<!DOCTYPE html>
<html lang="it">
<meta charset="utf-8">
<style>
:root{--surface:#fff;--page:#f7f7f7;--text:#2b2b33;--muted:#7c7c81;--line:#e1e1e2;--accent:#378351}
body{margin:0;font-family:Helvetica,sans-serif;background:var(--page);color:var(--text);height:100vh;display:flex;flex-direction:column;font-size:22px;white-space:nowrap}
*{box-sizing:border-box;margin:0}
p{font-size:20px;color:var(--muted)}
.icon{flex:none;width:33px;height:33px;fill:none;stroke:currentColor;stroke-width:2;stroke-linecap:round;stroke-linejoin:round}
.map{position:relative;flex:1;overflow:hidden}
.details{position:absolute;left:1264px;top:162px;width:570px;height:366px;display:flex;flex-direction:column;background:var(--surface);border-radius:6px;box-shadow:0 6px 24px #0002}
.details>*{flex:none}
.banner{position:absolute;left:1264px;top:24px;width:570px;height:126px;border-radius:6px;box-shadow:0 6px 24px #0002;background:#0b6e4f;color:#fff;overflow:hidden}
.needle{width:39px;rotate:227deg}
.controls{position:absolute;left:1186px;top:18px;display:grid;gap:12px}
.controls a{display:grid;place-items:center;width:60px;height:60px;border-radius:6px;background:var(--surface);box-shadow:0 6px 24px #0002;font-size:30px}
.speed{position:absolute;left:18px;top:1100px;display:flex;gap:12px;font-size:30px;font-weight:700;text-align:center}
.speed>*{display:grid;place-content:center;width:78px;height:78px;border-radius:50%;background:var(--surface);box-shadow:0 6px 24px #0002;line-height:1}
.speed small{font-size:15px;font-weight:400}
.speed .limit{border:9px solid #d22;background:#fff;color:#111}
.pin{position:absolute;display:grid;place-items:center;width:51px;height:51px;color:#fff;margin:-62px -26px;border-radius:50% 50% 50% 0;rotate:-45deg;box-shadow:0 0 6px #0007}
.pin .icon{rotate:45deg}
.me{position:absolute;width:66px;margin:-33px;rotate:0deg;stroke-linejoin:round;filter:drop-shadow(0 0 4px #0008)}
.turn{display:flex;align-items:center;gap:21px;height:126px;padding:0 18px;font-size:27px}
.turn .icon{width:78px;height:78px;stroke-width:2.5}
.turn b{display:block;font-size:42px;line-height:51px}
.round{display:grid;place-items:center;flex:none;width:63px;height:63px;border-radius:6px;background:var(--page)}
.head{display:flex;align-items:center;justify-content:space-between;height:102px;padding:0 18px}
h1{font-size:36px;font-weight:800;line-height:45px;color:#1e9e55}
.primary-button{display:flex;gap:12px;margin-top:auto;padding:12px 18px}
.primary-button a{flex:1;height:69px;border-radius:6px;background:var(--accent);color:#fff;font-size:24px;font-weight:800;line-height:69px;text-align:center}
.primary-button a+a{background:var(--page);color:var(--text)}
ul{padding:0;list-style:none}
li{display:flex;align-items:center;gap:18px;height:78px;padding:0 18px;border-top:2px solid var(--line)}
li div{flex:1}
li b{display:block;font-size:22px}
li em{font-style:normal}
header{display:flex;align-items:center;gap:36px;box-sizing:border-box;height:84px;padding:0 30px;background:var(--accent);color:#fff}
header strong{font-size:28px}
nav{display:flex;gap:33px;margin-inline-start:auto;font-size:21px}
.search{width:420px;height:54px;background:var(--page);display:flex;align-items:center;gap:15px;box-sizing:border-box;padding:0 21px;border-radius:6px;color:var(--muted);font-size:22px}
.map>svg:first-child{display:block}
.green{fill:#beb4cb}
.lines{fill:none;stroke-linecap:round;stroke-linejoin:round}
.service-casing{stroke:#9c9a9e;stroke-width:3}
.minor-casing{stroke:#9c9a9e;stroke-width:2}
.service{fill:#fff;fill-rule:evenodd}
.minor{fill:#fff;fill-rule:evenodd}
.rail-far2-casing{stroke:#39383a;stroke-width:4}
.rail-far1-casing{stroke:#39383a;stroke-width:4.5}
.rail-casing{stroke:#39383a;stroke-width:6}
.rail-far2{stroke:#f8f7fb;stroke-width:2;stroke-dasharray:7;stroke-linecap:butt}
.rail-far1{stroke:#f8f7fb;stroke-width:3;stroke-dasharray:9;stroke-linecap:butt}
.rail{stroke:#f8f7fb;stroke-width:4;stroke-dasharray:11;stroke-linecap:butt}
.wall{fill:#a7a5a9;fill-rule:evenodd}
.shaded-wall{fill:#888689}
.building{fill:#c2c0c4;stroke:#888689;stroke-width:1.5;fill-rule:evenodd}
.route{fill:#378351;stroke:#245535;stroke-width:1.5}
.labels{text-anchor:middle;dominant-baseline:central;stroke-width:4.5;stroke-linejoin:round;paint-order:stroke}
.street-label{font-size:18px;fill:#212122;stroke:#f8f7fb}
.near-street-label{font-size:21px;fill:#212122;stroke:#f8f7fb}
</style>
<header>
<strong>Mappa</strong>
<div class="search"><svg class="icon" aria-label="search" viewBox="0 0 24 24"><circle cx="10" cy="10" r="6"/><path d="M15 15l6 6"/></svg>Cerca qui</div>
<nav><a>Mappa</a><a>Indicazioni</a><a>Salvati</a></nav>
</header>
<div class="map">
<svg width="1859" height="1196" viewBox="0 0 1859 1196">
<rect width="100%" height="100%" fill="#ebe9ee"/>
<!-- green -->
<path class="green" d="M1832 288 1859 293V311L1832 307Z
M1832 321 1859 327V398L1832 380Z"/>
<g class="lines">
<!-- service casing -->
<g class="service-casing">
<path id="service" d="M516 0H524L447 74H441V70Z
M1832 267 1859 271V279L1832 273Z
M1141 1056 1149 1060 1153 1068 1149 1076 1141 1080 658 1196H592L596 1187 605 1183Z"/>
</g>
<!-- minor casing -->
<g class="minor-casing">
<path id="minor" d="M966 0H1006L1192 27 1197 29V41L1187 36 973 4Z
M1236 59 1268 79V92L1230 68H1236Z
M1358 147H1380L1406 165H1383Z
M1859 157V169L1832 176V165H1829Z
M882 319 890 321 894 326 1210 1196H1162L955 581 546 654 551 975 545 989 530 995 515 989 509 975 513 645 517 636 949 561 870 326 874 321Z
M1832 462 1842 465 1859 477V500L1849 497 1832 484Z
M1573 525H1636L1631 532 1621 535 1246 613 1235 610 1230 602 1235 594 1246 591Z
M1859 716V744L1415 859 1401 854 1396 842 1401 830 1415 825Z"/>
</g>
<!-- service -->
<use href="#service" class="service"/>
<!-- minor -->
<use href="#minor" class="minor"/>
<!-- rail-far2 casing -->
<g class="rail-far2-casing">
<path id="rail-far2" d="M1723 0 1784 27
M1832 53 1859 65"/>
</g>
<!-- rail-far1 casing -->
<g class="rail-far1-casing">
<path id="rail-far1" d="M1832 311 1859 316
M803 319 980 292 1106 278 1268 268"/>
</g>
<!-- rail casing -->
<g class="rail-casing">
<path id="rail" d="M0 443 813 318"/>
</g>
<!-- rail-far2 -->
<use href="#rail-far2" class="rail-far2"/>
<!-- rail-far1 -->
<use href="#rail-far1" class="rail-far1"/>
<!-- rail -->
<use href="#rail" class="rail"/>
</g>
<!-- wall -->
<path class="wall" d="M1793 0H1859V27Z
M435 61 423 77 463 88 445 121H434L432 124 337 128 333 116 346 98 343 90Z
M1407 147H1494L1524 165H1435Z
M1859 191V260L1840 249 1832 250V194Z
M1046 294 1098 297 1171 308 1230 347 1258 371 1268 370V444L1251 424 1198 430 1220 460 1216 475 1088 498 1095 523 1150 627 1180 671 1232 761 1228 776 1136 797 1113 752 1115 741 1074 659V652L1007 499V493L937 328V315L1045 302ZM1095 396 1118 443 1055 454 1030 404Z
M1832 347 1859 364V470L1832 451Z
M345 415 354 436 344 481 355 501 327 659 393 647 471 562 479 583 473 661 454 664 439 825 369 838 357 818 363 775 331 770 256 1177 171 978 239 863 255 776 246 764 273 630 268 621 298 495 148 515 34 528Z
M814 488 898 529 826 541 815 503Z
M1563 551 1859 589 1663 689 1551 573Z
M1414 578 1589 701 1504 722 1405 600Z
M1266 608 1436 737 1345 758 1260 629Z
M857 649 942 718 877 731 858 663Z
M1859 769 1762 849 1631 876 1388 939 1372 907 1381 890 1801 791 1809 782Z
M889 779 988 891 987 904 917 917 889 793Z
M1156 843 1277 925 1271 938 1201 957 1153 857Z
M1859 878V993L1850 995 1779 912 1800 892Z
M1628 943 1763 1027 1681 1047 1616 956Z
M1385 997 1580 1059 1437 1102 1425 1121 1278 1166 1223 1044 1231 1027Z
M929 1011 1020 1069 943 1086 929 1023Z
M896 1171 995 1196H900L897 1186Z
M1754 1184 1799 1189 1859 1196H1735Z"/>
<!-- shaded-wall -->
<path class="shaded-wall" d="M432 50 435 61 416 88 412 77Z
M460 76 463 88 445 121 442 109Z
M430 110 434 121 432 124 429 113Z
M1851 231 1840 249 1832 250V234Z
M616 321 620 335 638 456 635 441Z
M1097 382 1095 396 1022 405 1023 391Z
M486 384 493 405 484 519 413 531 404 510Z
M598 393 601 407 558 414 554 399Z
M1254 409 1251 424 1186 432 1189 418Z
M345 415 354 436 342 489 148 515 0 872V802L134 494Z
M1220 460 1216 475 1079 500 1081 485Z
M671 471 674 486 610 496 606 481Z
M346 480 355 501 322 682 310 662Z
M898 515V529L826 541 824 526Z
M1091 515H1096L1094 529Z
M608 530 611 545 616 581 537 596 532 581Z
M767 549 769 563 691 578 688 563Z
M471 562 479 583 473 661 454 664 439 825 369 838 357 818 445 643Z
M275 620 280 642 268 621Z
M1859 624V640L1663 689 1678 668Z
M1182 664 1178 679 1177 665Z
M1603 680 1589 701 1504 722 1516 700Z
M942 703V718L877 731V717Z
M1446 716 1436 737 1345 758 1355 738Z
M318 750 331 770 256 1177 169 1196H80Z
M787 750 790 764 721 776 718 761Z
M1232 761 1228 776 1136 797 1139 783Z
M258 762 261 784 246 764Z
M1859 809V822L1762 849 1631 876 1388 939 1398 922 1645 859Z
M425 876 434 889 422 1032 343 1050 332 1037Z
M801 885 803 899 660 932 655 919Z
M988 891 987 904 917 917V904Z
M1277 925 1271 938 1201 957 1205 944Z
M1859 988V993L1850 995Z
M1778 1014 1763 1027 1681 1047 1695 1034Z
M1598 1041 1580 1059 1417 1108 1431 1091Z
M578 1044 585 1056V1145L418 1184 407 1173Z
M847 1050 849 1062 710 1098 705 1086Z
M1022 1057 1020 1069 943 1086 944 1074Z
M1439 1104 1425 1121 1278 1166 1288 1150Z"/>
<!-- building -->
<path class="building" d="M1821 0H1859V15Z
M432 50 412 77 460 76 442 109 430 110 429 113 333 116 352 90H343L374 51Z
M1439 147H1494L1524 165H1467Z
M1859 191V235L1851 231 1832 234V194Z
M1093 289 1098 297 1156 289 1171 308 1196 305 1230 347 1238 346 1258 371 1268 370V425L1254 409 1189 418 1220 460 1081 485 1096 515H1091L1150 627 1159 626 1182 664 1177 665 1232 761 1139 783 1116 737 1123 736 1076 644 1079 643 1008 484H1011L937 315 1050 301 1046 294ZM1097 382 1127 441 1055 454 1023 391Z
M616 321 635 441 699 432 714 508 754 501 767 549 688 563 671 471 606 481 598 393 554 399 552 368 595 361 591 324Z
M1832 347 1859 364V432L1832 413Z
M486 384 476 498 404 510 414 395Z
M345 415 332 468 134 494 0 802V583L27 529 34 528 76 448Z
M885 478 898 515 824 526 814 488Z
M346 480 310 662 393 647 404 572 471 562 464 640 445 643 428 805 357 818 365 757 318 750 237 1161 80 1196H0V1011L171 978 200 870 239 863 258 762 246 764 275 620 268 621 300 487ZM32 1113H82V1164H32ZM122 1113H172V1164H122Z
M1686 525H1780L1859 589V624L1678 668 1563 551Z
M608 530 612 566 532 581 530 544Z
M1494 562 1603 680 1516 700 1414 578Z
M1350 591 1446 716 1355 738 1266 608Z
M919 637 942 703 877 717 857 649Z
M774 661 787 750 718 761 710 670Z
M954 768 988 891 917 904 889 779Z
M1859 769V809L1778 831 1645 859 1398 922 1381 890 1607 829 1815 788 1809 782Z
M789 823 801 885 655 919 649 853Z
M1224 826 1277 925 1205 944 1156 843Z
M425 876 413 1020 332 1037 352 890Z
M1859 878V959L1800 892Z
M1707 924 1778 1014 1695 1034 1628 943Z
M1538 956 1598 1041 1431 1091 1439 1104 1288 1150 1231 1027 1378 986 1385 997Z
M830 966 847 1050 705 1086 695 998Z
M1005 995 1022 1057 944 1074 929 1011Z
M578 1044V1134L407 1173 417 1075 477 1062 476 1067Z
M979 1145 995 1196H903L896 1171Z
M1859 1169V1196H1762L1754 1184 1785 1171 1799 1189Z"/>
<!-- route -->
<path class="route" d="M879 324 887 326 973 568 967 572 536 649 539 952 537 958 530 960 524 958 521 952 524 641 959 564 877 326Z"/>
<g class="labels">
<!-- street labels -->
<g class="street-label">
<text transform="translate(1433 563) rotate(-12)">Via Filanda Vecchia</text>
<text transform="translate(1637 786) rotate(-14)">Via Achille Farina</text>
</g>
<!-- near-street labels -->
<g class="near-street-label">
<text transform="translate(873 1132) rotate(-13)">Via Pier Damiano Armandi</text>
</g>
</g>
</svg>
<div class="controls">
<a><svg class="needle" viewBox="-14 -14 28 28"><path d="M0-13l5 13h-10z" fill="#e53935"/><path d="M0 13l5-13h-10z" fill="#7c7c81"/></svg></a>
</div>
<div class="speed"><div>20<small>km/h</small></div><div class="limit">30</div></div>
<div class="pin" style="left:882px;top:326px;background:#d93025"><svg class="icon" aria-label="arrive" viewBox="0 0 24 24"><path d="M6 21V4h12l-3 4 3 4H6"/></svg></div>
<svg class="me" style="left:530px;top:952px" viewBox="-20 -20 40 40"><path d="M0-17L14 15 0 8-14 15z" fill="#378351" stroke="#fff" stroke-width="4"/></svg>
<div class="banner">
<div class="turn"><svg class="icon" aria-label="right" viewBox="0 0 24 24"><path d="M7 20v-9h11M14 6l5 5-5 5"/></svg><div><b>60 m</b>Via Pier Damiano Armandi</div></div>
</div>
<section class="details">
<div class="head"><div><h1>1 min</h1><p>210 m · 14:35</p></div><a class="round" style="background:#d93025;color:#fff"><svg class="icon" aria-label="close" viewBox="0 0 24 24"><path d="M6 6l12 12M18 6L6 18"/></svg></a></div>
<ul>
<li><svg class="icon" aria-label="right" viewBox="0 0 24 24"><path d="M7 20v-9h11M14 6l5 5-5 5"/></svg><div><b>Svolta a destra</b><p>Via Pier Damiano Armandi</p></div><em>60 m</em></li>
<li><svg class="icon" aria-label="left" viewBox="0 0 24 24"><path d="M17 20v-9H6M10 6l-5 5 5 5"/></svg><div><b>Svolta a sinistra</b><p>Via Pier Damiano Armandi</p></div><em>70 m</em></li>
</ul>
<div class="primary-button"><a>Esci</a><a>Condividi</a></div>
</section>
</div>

▶ **Exercise requirements**:
Across the data, pull every line containing the string "controls".

▶ **Output for this exercise**:
.controls{position:absolute;left:1186px;top:18px;display:grid;gap:12px}
.controls a{display:grid;place-items:center;width:60px;height:60px;border-radius:6px;background:var(--surface);box-shadow:0 6px 24px #0002;font-size:30px}
<div class="controls">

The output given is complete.